→ **WHAT IS EXPECTED**:
Check each line of the listing, and copy it if it contains the word "textAlign".

→ **SUPPLIED RECORDS**:

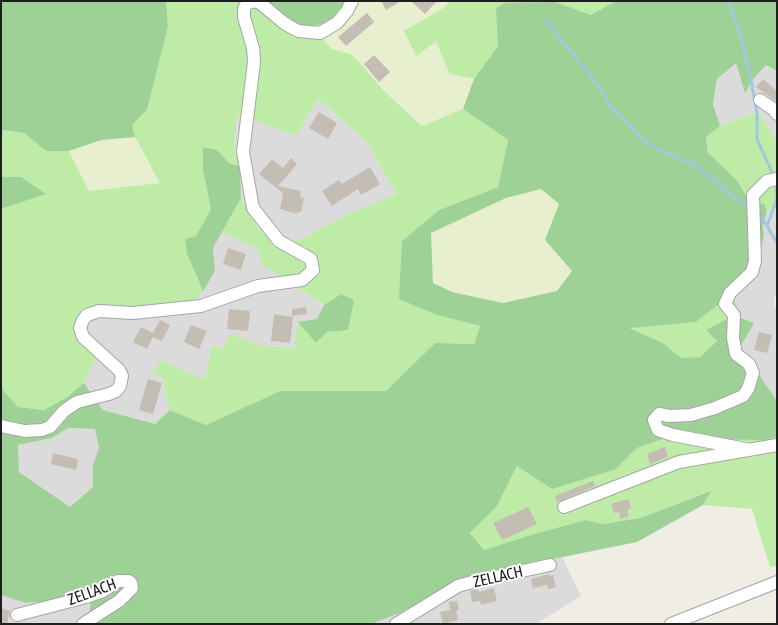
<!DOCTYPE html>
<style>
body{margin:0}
#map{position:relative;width:778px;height:625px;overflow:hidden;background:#f0ede4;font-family:"Asap Condensed",sans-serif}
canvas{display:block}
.frame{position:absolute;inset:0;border:2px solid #1e1e1e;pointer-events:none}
</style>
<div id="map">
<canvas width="778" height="625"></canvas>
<div class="frame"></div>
</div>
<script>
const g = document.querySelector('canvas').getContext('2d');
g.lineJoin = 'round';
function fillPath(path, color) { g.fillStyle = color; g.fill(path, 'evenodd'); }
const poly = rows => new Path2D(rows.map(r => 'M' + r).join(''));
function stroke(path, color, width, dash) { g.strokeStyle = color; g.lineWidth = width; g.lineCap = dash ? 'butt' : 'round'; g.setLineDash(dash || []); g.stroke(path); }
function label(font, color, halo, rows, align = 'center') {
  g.font = font + ' "Asap Condensed",sans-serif'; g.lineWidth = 4; g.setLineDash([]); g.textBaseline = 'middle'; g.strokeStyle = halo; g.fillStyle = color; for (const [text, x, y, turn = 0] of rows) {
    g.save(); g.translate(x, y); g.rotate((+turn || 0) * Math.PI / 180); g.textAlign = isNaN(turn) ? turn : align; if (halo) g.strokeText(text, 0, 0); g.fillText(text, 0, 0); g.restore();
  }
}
fillPath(poly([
 [736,62,740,77,753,79,767,64,777,71,777,141,758,112,720,126,713,104,717,79],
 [318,99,367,142,396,194,346,215,297,241,260,231,241,198,240,166,234,148,237,115,296,135],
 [777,207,777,294,774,297,775,307,777,308,777,401,740,347,735,296,764,236,763,225,767,211],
 [222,232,258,249,262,265,324,305,317,319,294,349,260,345,230,334,222,349,212,345,205,380,162,378,170,410,155,424,103,410,84,383,97,355,75,322,84,307,137,309,195,301,215,271,213,248],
 [68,428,95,429,99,448,93,464,93,487,70,507,19,472,18,445,52,438],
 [562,557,581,596,536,624,371,624,400,613,464,577],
 [93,589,89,614,77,624,1,624,1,595,26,603,59,600]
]), '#dcdbdb');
fillPath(poly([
 [346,1,449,1,445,7,404,31,416,56,436,42,450,74,474,79,463,109,423,126,383,90,362,65,351,54,332,49,311,27,334,16],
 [135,137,160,183,89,191,69,151,101,140],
 [541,189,559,205,545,240,572,271,557,291,503,303,452,292,433,283,431,233,506,198]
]), '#e8efce');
fillPath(poly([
 [166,1,265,1,311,27,332,49,351,54,362,65,383,90,422,126,463,109,508,140,498,187,439,210,402,241,437,315,480,326,474,344,435,343,386,391,280,391,206,425,170,410,162,378,152,373,161,360,205,380,212,345,222,349,230,334,260,345,294,349,298,322,316,343,327,332,348,330,353,300,341,294,324,305,262,265,258,249,222,232,241,198,260,231,297,241,346,215,396,194,367,142,318,99,296,135,237,115,234,148,240,166,230,164,217,150,203,171,211,209,196,236,186,239,187,254,203,291,195,301,137,309,84,307,75,322,97,355,84,383,67,397,44,410,18,407,1,388,1,209,45,194,21,177,1,177,2,130,24,133,46,151,69,151,89,191,160,183,135,137,132,125,147,110,168,27],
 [449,1,616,1,591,15,555,2,498,46,474,79,450,74,436,42,416,56,404,31,445,7],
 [758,112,777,141,777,207,767,211,764,203,759,204,749,200,736,179,708,153,706,137,720,126],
 [735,296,738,317,706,330,717,341,700,357,681,358,663,343,629,327,696,322,718,305],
 [777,437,777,566,770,567,752,509,703,505,710,491,640,518,603,524,585,520,527,536,484,550,470,533,497,506,517,466,616,469,637,448,663,439,767,440]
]), '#beeca7');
fillPath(poly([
 [1,1,166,1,168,27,147,110,132,125,135,137,101,140,69,151,46,151,24,133,2,130,1,134],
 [265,1,346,1,327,24,296,27],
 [616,1,777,1,777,71,766,65,753,79,745,93,736,63,717,79,713,104,720,126,706,137,708,153,736,179,749,200,759,204,764,203,767,211,763,225,764,236,760,251,735,296,718,305,696,322,630,328,663,343,681,358,700,357,717,341,706,330,727,319,738,317,754,323,740,347,777,401,777,437,767,440,663,439,637,448,616,469,552,489,517,466,497,506,470,533,484,550,527,536,585,520,603,524,640,518,711,491,703,505,637,542,464,577,400,613,371,624,77,624,89,614,93,589,59,600,26,603,1,595,1,388,18,407,44,410,67,397,84,383,103,410,155,424,170,410,206,425,280,391,386,391,435,343,474,344,480,326,437,315,399,299,402,241,439,210,498,187,508,140,463,109,474,79,498,46,496,8,505,3,555,2,591,15],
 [541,189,559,204,545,240,572,271,557,291,503,303,452,292,433,283,431,233,506,198],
 [68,428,95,429,99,448,93,464,93,487,70,507,19,472,18,445,52,438],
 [203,147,217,150,230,164,240,166,241,198,213,248,215,271,203,291,187,254,185,239,196,236,211,209,203,171],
 [1,177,21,177,46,194,1,209],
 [341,294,354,300,348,330,327,332,316,343,298,322,317,319,324,305]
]), '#9ed196');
stroke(poly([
 [727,1,731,7,742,40,750,75,757,113,757,139,774,177],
 [546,21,600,88,610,106,629,124,638,136,662,152,696,165,733,197,751,206],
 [776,188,777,197],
 [777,199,767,226,777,243],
 [758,212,767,226]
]), '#a2c8df', 3);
fillPath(poly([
 [381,1,401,1,386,10],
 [411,1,437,1,425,14],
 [367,13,374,22,346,46,338,37],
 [374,55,390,72,379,82,364,64],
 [763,79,777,91,777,102,756,87],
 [319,112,337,123,328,139,309,128],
 [291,158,297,164,278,186,301,191,300,197,304,198,301,212,297,212,297,214,280,209,283,193,259,174,272,159,283,168],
 [370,167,380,184,361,195,358,189,332,206,322,191,339,180,342,184],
 [228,248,246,254,241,270,223,264],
 [306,307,307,314,292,316,292,309],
 [229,309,250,311,248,331,227,329],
 [274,314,293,317,290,343,271,341],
 [160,320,170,325,162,341,153,337,147,349,133,342,141,327,153,333],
 [191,325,207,331,199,349,184,342],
 [759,332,772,335,767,353,754,350],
 [148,379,162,383,153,414,139,410],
 [665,447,668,457,650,464,647,454],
 [53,453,78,459,76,470,51,464],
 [593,481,595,486,557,502,555,496],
 [628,499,631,508,627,510,629,516,620,519,619,512,614,513,611,504],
 [528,507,537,524,502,540,493,523],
 [549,574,550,576,553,575,556,587,548,589,547,585,533,588,531,579],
 [494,588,497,601,481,605,480,601,472,602,470,591,478,589,479,592],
 [457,601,459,610,456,611,458,620,443,624,440,612,450,610,449,602],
 [1,608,10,611,7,624,1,624]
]), '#c4bdb3');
const minor = poly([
 [760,100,773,109,777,114],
 [1,426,25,431,42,430,50,427,64,411,77,402,109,394,116,391,120,386,122,376,119,370,83,337,80,328,83,320,87,315,99,311,133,313,201,306,258,286,302,280,313,270,311,259,279,241,253,208,243,152,254,62,253,48,244,17,244,8,247,4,253,1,260,3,284,23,298,31,320,33,337,23,347,11,352,1],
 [746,449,673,435,658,430,654,420,659,414,669,416,691,415,715,408,743,396,748,389,753,373,749,364,736,354,733,338,734,315,725,304,730,293,752,272,755,261,753,195,767,181,777,179],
 [564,507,679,462,777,445],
 [17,615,86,597,103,591,118,581,129,581,131,583,132,588,119,601,83,624],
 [396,624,458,586,476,581,550,565],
 [671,624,777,582]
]);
stroke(minor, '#a5a5a5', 14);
stroke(minor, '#fff', 12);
label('16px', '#1e1e1e', '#fff', [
 ["ZELLACH",498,577,-13],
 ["ZELLACH",92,592,-20]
]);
</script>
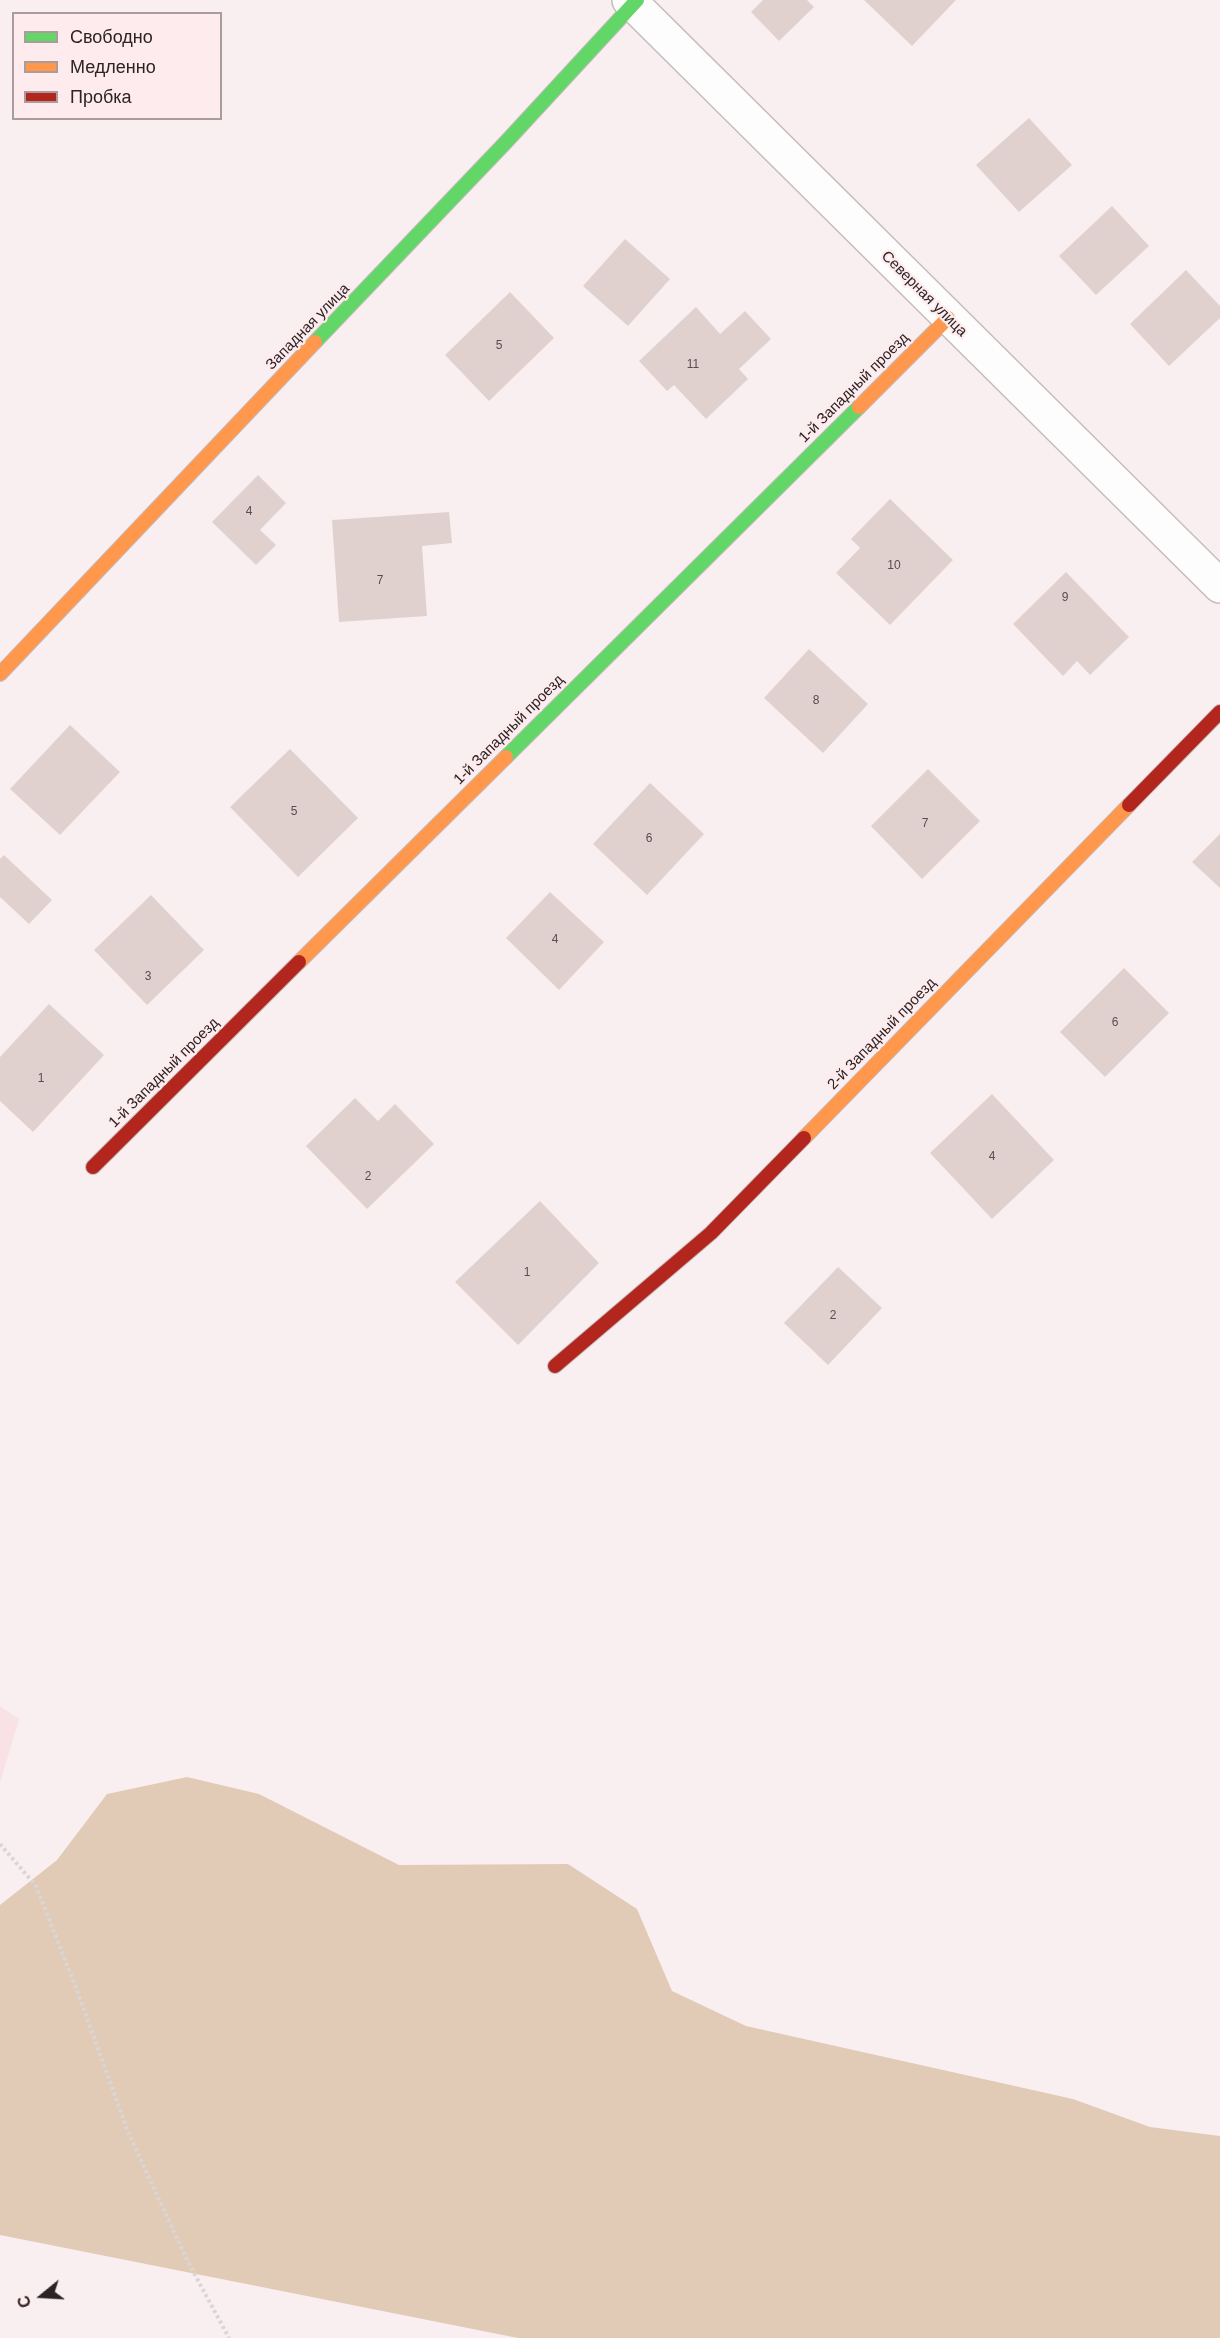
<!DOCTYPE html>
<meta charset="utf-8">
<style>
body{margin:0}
#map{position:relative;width:1220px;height:2338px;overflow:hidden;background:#faeff0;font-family:Helvetica,sans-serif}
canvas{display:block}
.legend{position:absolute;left:12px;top:12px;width:210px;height:108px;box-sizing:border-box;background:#feebed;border:2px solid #aa9b9d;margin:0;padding:8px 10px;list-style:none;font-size:18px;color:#2b2324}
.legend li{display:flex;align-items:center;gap:12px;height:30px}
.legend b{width:30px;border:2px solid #aa9b9d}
.north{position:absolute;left:12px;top:2266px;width:60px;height:60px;-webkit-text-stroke:4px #feebed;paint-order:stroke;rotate:252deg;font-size:16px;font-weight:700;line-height:24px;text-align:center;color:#2b2324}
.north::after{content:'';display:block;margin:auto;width:21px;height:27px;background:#2b2324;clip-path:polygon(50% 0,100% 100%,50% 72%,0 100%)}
</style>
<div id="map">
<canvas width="1220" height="2338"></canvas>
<ul class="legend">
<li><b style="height:8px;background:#63d668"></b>Свободно</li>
<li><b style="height:8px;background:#ff974d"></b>Медленно</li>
<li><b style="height:8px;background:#b3261e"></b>Пробка</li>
</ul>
<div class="north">С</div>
</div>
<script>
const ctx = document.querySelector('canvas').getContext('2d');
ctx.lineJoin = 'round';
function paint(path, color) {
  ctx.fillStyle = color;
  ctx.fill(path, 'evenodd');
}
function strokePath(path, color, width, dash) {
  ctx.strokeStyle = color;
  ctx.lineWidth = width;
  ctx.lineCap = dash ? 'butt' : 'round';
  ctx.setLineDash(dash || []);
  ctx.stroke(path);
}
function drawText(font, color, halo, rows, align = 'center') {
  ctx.font = font + ' Helvetica,sans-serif';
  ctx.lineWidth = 4.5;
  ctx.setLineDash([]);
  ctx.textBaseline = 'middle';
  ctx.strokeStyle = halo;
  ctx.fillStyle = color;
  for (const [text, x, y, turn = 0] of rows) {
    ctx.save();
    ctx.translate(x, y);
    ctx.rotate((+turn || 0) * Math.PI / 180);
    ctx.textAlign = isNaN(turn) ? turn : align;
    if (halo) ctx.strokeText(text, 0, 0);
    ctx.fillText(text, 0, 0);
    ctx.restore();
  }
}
const built = new Path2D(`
 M 0,1706 L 19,1719 L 0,1783 Z`);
const forest = new Path2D(`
 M 187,1777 L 259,1794 L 399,1865 L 568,1864 L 637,1909 L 672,1991 L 746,2026 L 1073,2099 L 1150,2127 L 1220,2136 L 1220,2338 L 518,2338 L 0,2235 L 0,1905 L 57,1860 L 107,1794 Z`);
const building = new Path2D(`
 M 763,0 L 807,0 L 814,7 L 779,41 L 751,12 Z
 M 864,0 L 956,0 L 912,46 Z
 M 1029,118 L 1072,165 L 1019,212 L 976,165 Z
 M 1112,206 L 1149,246 L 1096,295 L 1059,256 Z
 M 625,239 L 670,279 L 628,326 L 583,286 Z
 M 1186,270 L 1220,306 L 1220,318 L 1169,366 L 1130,324 Z
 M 510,292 L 554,338 L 489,401 L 445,355 Z
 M 696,307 L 720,334 L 745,311 L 771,339 L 739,369 L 748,379 L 706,419 L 674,385 L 667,391 L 639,361 Z
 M 258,475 L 286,503 L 260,530 L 276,545 L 256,565 L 212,522 Z
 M 890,499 L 953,560 L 890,625 L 836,573 L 860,548 L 851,539 Z
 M 449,512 L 452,543 L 422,546 L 427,616 L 339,622 L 332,520 Z
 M 1066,572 L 1129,637 L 1090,675 L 1077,661 L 1063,676 L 1013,624 Z
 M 809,649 L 868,704 L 823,753 L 764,698 Z
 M 70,725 L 120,772 L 60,835 L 10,789 Z
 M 290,749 L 358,818 L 298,877 L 230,807 Z
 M 928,769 L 980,821 L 922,879 L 871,826 Z
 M 650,783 L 704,834 L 647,895 L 593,844 Z
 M 1220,834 L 1220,888 L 1192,862 Z
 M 4,855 L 52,900 L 29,924 L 0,897 L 0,859 Z
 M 550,892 L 604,942 L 559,990 L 506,938 Z
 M 151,895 L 204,950 L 147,1005 L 94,950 Z
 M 1124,968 L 1169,1013 L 1105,1077 L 1060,1032 Z
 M 49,1004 L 104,1055 L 33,1132 L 0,1101 L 0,1057 Z
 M 992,1094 L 1054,1160 L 992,1219 L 930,1153 Z
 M 355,1098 L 378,1121 L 395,1104 L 434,1144 L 367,1209 L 306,1146 Z
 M 540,1201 L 599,1263 L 518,1345 L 455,1282 Z
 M 838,1267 L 882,1308 L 828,1365 L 784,1323 Z`);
const path = new Path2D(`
 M 0,1844 L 36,1886 L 78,1993 L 128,2132 L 187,2260 L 229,2338`);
const street = new Path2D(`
 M 629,0 L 1220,586`);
const fast = new Path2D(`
 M 315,342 L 506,142 L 637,0
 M 506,757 L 859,407`);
const slow = new Path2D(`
 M 859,407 L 948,318
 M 0,674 L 315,342
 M 299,962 L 506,757
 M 804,1138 L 1129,805`);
const jam = new Path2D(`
 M 1129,805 L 1220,712
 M 93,1167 L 299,962
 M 555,1366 L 711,1233 L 804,1138`);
const numberNames = [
 ["5",499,346],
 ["11",693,365],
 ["4",249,512],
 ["10",894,566],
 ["7",380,581],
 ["9",1065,598],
 ["8",816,701],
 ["5",294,812],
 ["7",925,824],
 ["6",649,839],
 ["4",555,940],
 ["3",148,977],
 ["6",1115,1023],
 ["1",41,1079],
 ["4",992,1157],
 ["2",368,1177],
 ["1",527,1273],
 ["2",833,1316]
];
const streetNames = [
 ["Северная улица",924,294,45],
 ["Западная улица",308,327,-46],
 ["1-й Западный проезд",854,388,-45],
 ["1-й Западный проезд",509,730,-45],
 ["2-й Западный проезд",882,1034,-46],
 ["1-й Западный проезд",164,1073,-45]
];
paint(built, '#f8e2e5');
paint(forest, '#e1cbb7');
paint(building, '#e0d1ce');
strokePath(street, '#c5bcbd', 36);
strokePath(fast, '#c5bcbd', 16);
strokePath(slow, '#c5bcbd', 16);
strokePath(jam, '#c5bcbd', 16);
strokePath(path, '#d9d6d6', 4, [3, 3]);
strokePath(street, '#fefdfd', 33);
strokePath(fast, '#63d668', 14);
strokePath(slow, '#ff974d', 14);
strokePath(jam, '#b3261e', 14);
drawText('12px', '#584e4e', null, numberNames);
drawText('15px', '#2b2324', '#feebed', streetNames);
</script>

→ **PROBLEM SOLUTION**:
    g.save(); g.translate(x, y); g.rotate((+turn || 0) * Math.PI / 180); g.textAlign = isNaN(turn) ? turn : align; if (halo) g.strokeText(text, 0, 0); g.fillText(text, 0, 0); g.restore();
    ctx.textAlign = isNaN(turn) ? turn : align;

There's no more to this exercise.